On September 19, 1992, Rogers filed a voluntary petition in bankruptcy under Chapter 7 of the Bankruptcy Code. On December 17, 1992, Otto B. White filed a complaint to determine the dischargeability of a judgment obtained by White against Rogers for $250,000.00 awarded by a state court in a default judgment in favor of White. Rogers was prosecuted in the Criminal Court of Davidson County, Tennessee, and was found guilty of maliciously shooting White. The civil judgment of default was entered against Rogers as a result of the shooting. The judgment recited a specific finding of fact that the shooting was an intentional and malicious act.
On July 27, 1993, the bankruptcy court entered an order granting White's motion for summary judgment and declaring that the $250,000.00 civil judgment against Rogers was nondischargeable under 11 U.S.C. § 523(a) (6).
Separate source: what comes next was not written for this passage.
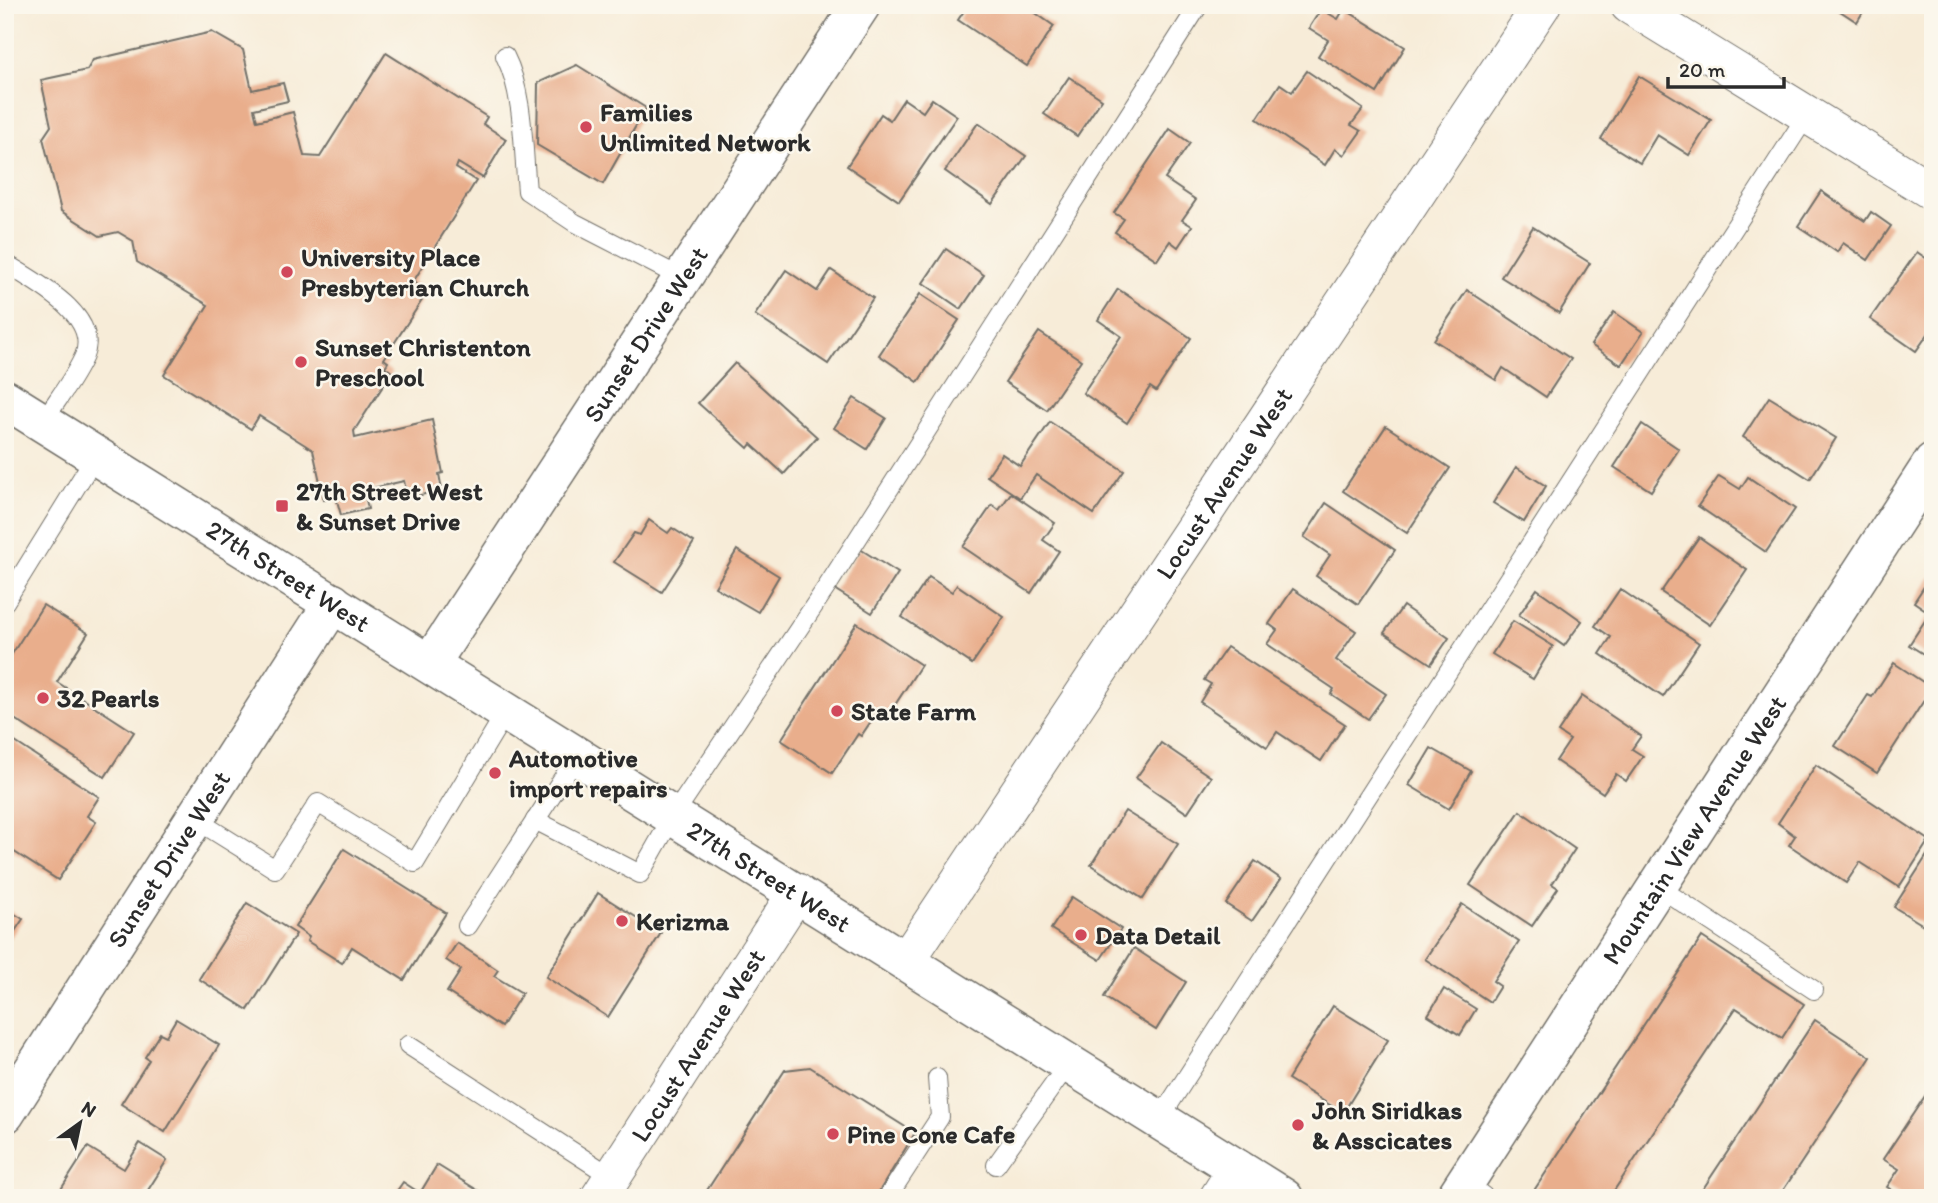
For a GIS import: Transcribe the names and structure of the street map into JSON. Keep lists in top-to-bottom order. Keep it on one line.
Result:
{"streets":{"street":["Sunset Drive West","Locust Avenue West","27th Street West","Mountain View Avenue West"]},"crossings":[["Sunset Drive West","27th Street West"],["Locust Avenue West","27th Street West"]],"places":{"other":["Families Unlimited Network","University Place Presbyterian Church","Sunset Christenton Preschool","32 Pearls","State Farm","Automotive import repairs","Kerizma","Data Detail","John Siridkas & Asscicates","Pine Cone Cafe"],"transit":["27th Street West & Sunset Drive"]},"scale_bar":"20 m","north":"top right"}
The district court affirmed the bankruptcy court's decision in an order entered December 10, 1993.
When reviewing a decision of a district court that reviews a bankruptcy court order, this court reviews the district court's decision de novo. First Nat'l Bank v. Rafoth (In re Baker & Getty Fin. Servs., Inc.), 974 F.2d 712, 717 (6th Cir. 1992). Upon review, we affirm.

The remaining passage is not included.